HBO’s Game of Thrones and Showtime’s Camelot are both fairly large budget fantasy series that have some points in common; intrigue over rulership of a warring land, sweeping shots of real and CGI landscapes, nudity (mostly of the nubile female variety), sudden violence, and as a sign of the dark ages none but the prettiest of the leads use hair conditioner. The series part ways in content, writing, and direction.
Camelot often seems to be shot with a shaky cam - as if hand-held cameras provide verisimilitude in the fifth century A.D. The sets vary from fairly convincing to a village in the first episode which resembled a low budget renaissance faire. The CGI castles have those Ridley Scott style CGI birds fluttering around them. The dialogue is often a bit too modern. And the acting varies wildly. Joseph Cambell Bower’s Arthur and Peter Mooney’s Kay play as if they have a real relationship. Joseph Fein’s Merlin often speaks in short growly sentences of one word. At. A. Time. Like. This. His quiet noshing on the scenery should be more fun than it is, and it isn’t. The standout is Eva Green as Morgan.
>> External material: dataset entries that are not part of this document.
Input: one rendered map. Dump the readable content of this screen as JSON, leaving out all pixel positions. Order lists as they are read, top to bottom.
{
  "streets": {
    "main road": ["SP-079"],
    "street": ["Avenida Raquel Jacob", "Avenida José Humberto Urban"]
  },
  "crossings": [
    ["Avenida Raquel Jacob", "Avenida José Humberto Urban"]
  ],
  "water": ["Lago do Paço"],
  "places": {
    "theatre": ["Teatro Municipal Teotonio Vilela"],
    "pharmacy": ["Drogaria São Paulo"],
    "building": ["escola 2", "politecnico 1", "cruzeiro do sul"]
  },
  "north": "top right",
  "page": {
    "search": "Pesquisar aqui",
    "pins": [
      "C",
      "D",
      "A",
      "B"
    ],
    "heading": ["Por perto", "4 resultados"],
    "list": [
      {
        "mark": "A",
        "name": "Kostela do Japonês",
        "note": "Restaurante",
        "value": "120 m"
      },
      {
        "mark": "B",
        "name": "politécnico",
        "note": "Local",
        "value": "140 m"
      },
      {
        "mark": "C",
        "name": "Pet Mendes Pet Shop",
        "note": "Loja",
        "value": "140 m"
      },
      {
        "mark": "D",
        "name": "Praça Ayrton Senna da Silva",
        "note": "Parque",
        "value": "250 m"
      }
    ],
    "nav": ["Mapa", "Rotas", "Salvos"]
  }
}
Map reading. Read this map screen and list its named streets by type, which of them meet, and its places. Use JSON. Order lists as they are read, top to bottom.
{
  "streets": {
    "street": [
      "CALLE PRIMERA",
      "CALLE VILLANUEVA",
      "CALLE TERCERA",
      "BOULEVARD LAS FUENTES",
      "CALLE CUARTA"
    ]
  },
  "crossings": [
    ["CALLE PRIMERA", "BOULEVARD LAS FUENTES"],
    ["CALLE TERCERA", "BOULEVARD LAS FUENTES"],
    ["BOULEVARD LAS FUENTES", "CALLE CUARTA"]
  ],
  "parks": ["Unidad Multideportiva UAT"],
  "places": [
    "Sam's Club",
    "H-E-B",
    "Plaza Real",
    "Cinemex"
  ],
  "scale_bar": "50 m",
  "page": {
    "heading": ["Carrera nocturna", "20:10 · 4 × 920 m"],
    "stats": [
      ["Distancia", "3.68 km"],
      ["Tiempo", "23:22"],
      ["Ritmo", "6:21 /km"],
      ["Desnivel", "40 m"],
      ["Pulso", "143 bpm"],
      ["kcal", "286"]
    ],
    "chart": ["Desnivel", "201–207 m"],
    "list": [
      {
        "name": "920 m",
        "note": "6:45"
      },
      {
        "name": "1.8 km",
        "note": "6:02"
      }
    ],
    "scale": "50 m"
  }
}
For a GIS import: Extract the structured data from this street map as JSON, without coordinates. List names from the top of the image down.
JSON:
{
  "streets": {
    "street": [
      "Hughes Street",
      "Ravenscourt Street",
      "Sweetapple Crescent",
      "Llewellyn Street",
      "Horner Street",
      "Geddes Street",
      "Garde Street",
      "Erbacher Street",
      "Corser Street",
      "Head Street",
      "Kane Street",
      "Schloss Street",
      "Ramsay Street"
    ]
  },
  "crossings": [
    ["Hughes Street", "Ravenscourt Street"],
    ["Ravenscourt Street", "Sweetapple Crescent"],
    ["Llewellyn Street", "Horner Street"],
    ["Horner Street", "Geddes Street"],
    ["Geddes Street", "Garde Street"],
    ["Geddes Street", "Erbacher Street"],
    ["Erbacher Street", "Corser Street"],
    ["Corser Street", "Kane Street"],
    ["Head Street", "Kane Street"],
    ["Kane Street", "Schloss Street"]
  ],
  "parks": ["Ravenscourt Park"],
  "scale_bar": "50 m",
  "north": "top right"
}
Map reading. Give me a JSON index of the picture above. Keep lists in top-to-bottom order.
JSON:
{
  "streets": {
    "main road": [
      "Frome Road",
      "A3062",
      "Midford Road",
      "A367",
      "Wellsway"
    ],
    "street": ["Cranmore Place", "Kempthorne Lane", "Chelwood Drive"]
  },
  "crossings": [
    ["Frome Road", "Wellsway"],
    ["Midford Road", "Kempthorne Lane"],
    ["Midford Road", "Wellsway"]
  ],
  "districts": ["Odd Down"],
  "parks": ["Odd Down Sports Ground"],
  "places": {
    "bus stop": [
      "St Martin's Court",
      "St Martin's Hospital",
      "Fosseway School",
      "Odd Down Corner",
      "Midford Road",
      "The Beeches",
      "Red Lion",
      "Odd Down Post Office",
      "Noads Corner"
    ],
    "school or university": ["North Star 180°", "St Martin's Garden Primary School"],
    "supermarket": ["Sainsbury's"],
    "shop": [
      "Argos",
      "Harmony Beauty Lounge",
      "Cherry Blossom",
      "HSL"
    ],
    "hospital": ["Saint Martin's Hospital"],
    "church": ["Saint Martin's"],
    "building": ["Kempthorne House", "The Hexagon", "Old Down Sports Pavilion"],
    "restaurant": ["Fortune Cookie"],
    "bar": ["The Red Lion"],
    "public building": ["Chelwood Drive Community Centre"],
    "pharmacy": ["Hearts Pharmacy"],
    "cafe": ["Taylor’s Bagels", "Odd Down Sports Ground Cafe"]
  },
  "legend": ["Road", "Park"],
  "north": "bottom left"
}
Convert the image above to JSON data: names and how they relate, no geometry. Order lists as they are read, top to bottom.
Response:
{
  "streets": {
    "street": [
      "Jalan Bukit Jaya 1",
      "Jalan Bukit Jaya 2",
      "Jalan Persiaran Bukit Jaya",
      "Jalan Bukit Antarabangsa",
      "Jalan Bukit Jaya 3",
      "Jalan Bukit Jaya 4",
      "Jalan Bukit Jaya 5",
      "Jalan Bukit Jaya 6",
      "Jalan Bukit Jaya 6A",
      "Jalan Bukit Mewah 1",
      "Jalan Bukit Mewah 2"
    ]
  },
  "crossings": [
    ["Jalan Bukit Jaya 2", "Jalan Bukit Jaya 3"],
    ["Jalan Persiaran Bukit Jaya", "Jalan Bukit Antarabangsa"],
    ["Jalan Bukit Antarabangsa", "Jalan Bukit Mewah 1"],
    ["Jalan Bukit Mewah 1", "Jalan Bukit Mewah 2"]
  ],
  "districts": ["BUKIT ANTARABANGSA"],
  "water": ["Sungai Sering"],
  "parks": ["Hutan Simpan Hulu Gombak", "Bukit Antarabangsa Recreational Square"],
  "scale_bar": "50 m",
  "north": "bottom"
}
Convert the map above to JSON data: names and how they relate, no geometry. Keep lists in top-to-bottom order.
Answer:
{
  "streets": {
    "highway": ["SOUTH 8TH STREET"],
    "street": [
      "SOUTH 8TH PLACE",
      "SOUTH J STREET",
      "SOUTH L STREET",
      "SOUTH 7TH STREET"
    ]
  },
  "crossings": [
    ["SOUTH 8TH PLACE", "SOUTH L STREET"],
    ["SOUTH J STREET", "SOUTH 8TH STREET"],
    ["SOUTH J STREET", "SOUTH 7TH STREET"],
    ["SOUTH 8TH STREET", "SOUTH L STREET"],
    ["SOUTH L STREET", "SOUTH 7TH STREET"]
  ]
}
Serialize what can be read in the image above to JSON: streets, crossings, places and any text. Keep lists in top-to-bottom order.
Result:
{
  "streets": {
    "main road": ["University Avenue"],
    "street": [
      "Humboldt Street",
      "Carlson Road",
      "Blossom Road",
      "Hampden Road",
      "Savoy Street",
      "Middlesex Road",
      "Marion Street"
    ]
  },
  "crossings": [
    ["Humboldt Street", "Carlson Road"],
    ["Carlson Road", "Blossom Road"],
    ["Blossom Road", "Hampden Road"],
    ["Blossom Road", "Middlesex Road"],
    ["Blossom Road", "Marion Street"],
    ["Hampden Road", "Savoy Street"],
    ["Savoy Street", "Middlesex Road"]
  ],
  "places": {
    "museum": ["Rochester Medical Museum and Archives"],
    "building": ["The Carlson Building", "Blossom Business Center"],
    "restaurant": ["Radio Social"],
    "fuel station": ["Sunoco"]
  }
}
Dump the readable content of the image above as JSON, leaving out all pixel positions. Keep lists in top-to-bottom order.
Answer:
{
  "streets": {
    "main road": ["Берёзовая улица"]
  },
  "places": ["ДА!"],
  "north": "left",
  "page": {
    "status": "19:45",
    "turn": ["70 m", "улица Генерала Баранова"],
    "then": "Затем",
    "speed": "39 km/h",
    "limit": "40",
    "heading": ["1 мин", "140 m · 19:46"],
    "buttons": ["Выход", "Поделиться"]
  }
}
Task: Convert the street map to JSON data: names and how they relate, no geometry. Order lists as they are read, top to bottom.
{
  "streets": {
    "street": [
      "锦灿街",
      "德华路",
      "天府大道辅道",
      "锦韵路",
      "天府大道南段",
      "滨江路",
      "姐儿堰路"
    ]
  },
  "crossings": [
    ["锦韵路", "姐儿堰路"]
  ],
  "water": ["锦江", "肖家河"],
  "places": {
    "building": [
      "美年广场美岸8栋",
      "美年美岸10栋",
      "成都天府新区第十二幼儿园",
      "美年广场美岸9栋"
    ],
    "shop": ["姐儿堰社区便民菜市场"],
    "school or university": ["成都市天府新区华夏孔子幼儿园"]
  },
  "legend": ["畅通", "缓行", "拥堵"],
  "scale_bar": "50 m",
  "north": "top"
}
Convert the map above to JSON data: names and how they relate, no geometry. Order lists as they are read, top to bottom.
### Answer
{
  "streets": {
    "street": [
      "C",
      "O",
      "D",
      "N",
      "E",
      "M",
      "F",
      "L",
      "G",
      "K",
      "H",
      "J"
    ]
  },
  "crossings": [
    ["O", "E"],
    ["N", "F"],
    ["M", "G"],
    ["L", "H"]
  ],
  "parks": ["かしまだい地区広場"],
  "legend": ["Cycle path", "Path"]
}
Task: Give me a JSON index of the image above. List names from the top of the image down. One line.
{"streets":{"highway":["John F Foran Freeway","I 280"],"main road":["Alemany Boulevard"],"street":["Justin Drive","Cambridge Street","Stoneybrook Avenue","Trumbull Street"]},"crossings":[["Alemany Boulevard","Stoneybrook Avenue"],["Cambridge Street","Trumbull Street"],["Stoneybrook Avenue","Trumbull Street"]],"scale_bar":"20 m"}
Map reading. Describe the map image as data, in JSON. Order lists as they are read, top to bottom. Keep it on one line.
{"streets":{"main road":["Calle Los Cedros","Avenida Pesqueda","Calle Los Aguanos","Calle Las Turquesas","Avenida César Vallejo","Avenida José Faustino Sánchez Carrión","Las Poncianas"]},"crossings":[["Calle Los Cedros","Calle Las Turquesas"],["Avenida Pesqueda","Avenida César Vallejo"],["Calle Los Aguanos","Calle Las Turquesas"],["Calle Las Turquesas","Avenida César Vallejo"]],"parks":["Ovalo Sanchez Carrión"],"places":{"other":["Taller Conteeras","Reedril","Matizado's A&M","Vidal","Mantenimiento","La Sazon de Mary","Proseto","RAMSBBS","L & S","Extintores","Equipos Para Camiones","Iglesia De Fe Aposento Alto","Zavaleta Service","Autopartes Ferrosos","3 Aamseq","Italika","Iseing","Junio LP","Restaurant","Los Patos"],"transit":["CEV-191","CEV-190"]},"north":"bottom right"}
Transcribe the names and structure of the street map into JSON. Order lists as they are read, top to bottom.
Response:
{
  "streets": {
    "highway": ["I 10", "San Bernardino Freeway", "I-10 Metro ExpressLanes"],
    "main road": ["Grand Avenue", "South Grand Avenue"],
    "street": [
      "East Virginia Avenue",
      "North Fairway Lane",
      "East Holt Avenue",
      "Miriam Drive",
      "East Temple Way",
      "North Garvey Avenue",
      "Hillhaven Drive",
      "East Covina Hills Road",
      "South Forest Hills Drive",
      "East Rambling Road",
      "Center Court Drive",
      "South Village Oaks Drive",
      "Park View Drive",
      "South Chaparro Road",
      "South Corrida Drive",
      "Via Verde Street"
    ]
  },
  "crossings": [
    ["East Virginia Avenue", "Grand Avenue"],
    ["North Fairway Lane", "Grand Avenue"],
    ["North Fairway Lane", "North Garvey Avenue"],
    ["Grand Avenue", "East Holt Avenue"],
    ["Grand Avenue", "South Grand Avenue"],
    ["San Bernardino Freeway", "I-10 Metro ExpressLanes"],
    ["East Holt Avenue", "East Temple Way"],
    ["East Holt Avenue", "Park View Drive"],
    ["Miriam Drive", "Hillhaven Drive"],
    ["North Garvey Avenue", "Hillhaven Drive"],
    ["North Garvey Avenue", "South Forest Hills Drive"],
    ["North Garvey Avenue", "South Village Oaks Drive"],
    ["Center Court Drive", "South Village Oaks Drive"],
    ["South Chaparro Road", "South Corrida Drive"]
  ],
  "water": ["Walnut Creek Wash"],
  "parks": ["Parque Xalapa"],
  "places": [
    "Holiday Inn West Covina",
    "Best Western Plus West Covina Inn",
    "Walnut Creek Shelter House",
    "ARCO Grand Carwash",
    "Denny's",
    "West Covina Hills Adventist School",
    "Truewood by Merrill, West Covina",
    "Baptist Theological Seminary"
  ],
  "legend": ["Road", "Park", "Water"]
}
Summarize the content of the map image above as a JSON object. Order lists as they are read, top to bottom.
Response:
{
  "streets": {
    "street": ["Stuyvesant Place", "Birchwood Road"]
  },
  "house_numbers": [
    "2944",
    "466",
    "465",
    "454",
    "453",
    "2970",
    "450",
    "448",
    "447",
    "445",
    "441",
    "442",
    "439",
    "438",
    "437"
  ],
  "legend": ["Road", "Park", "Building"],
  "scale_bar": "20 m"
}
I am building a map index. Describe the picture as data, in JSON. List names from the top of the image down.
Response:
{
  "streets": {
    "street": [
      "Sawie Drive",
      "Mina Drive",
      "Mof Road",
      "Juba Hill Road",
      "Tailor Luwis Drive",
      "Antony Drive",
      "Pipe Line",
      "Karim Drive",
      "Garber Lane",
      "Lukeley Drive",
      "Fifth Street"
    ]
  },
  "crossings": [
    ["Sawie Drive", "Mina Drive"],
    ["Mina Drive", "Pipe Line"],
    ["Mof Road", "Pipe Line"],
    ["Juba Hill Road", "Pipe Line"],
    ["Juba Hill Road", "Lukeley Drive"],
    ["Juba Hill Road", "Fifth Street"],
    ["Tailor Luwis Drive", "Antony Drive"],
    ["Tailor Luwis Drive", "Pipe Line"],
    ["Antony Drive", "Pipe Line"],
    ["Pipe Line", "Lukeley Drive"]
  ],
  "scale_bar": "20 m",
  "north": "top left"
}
She’s found the exact right tone in the midst of the hyperbolic action going on around her, and even her overacting appears calculated to manipulate the characters around her, rather than the audience. If the show were better, she would be looking at an Emmy nod.
I’ve only seen the first episode, which underlines my main points about this series, fairly watchable but pretty forgettable, except for Green. It might be solid fun
for streaming on a rainy Saturday, but it isn’t really adding anything new or interesting to the Arthurian mythos.
Game of Thrones takes us into very different territory. Based on George R.R. Martin’s dark and fascinating best selling novels, this series is beautifully shot and strongly acted. Where Camelot hurtles through the first episode to establish the plot, Game of Thrones is slowly and carefully building its world. I’ll have more to say about the series as a literary adaptation once the first season is over, but I’d at least like to mention that the dialogue stands out as excellent, often because they use Martin’s.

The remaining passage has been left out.